When writing a customized SELECT
statement, it’s better to explicitly specify the columns with the table name.
Good (prefer)
Project.select(:path, 'merge_requests.user_id').joins(:merge_requests)
# SELECT "projects"."path", merge_requests.user_id as user_id FROM "projects" ...
Project.select(:path, :'merge_requests.user_id').joins(:merge_requests)
# SELECT "projects"."path", "merge_requests"."id" as user_id FROM "projects" ...
Example using Arel (arel_table
):
Project.select(:path, MergeRequest.arel_table[:user_id]).joins(:merge_requests)
# SELECT "projects"."path", "merge_requests"."user_id" FROM "projects" ...
When writing raw SQL query:
SELECT projects.path, merge_requests.user_id FROM "projects"...
When the raw SQL query is parameterized (needs escaping):
include ActiveRecord::ConnectionAdapters::Quoting
"""
SELECT
#{quote_table_name('projects')}.#{quote_column_name('path')},
#{quote_table_name('merge_requests')}.#{quote_column_name('user_id')}
FROM ...
"""
Bad (avoid)
Project.select('id, path, user_id').joins(:merge_requests).to_sql
# SELECT id, path, user_id FROM "projects" ...
Project.select("path", "user_id").joins(:merge_requests)
# SELECT "projects"."path", "user_id" FROM "projects" ...
# or
Project.select(:path, :user_id).joins(:merge_requests)
# SELECT "projects"."path", "user_id" FROM "projects" ...
When a column list is given, ActiveRecord tries to match the arguments against the columns defined in the projects
table and prepend the table name automatically.
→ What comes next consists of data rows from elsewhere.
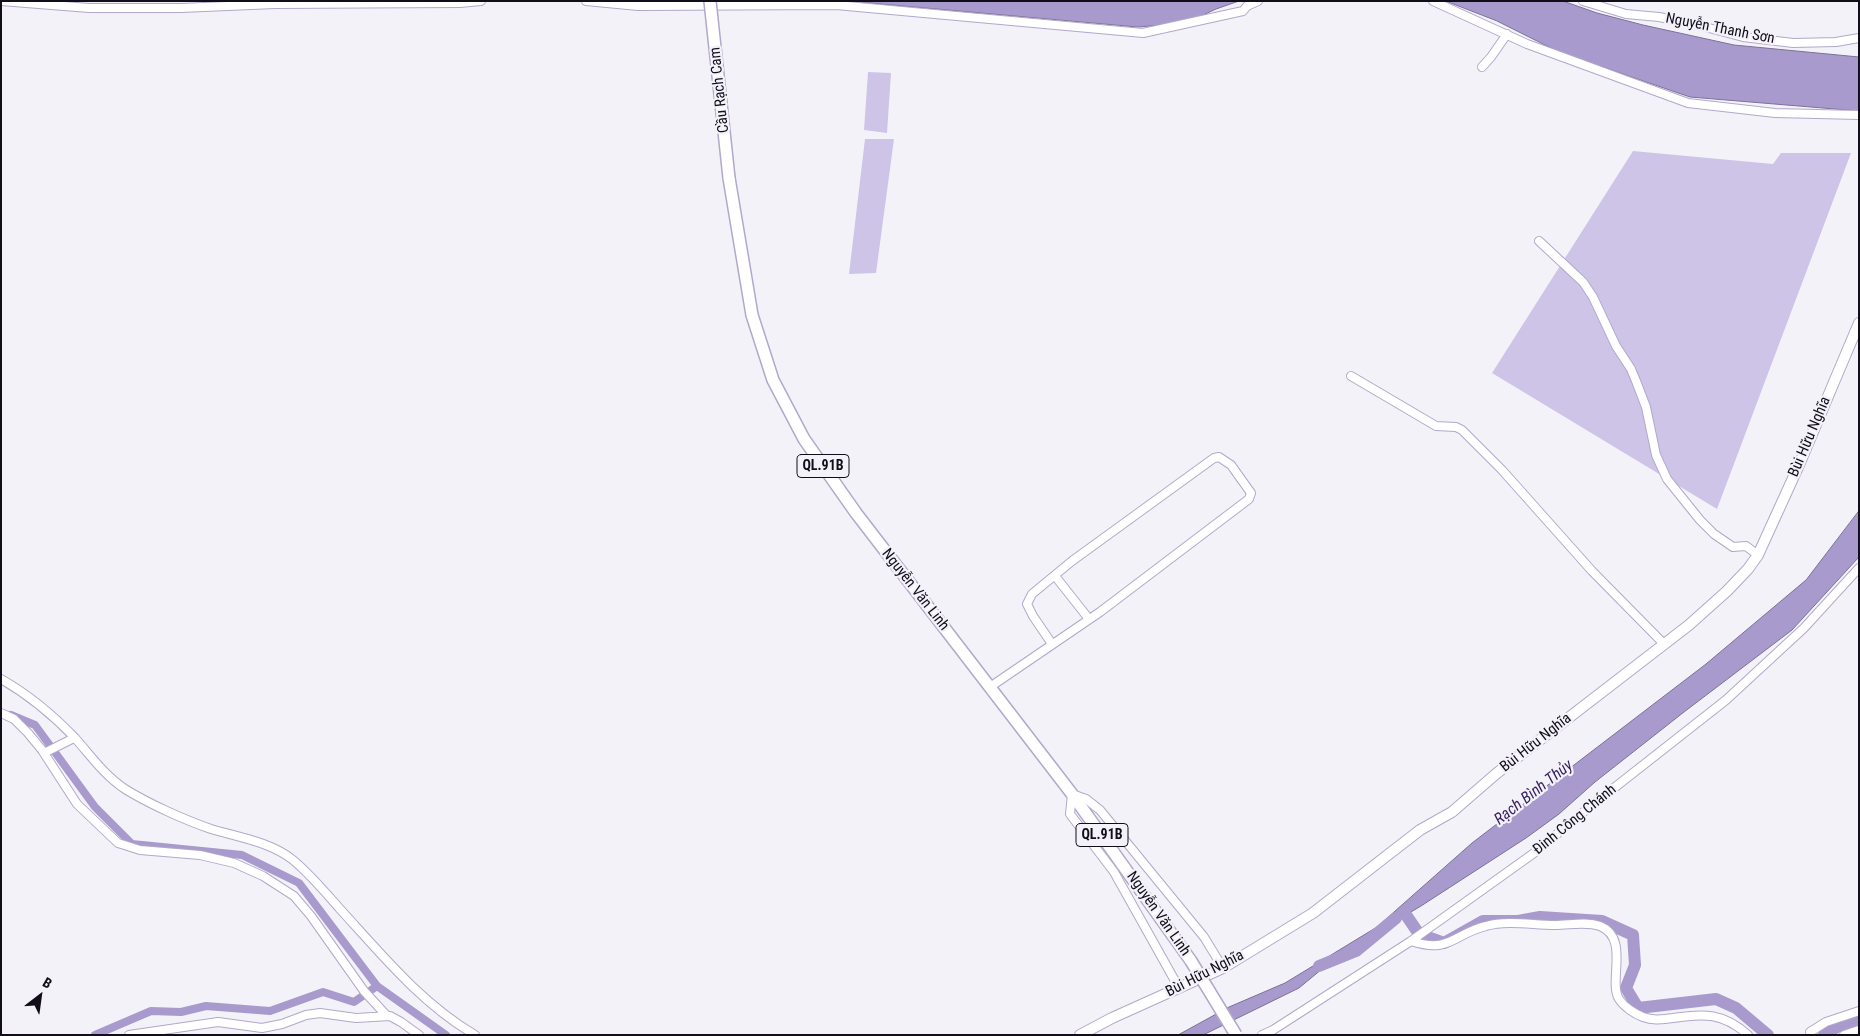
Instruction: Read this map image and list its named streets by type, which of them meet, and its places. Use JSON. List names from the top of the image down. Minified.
{"streets":{"highway":["Cầu Rạch Cam","QL.91B","Nguyễn Văn Linh"],"main road":["Bùi Hữu Nghĩa"],"street":["Nguyễn Thanh Sơn","Đinh Công Chánh"]},"crossings":[["Cầu Rạch Cam","Nguyễn Văn Linh"]],"water":["Rạch Bình Thủy"],"north":"top right"}
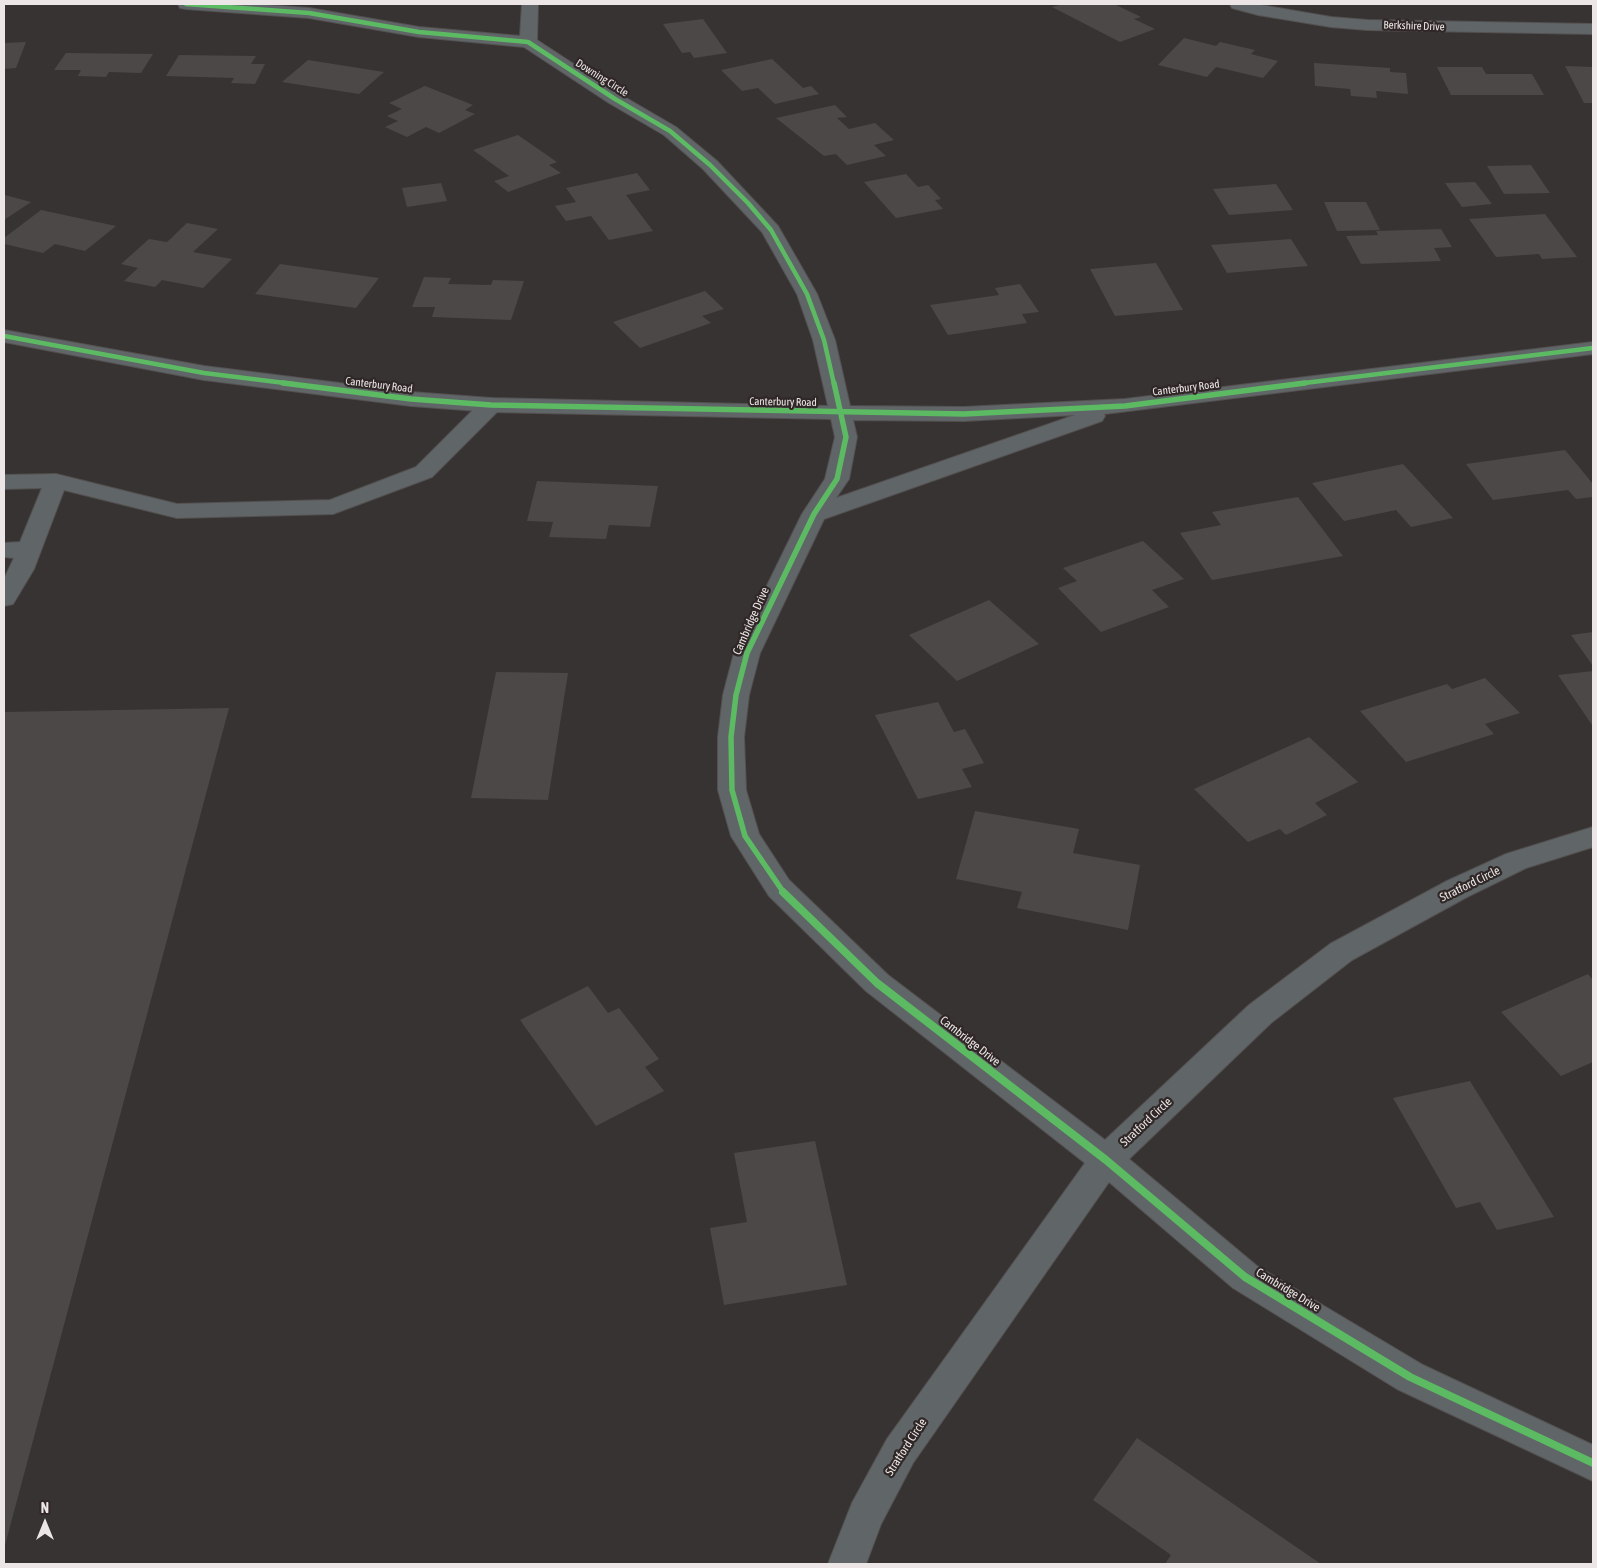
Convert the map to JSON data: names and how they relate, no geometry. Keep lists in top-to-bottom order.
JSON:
{
  "streets": {
    "street": [
      "Berkshire Drive",
      "Downing Circle",
      "Canterbury Road",
      "Cambridge Drive",
      "Stratford Circle"
    ]
  },
  "crossings": [
    ["Downing Circle", "Canterbury Road"],
    ["Downing Circle", "Cambridge Drive"],
    ["Canterbury Road", "Cambridge Drive"],
    ["Cambridge Drive", "Stratford Circle"]
  ],
  "north": "top"
}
In this case, the id
column is not a problem, but the user_id
column could return unexpected data:
Project.select(:id, :user_id).joins(:merge_requests)
# Before deployment (user_id is taken from the merge_requests table):
# SELECT "projects"."id", "user_id" FROM "projects" ...
# After deployment (user_id is taken from the projects table):
# SELECT "projects"."id", "projects"."user_id" FROM "projects" ...
Plucking IDs
Be very careful using ActiveRecord’s pluck
to load a set of values into memory only to
use them as an argument for another query. In general, moving query logic out of PostgreSQL
and into Ruby is detrimental because PostgreSQL has a query optimizer that performs better
when it has relatively more context about the desired operation.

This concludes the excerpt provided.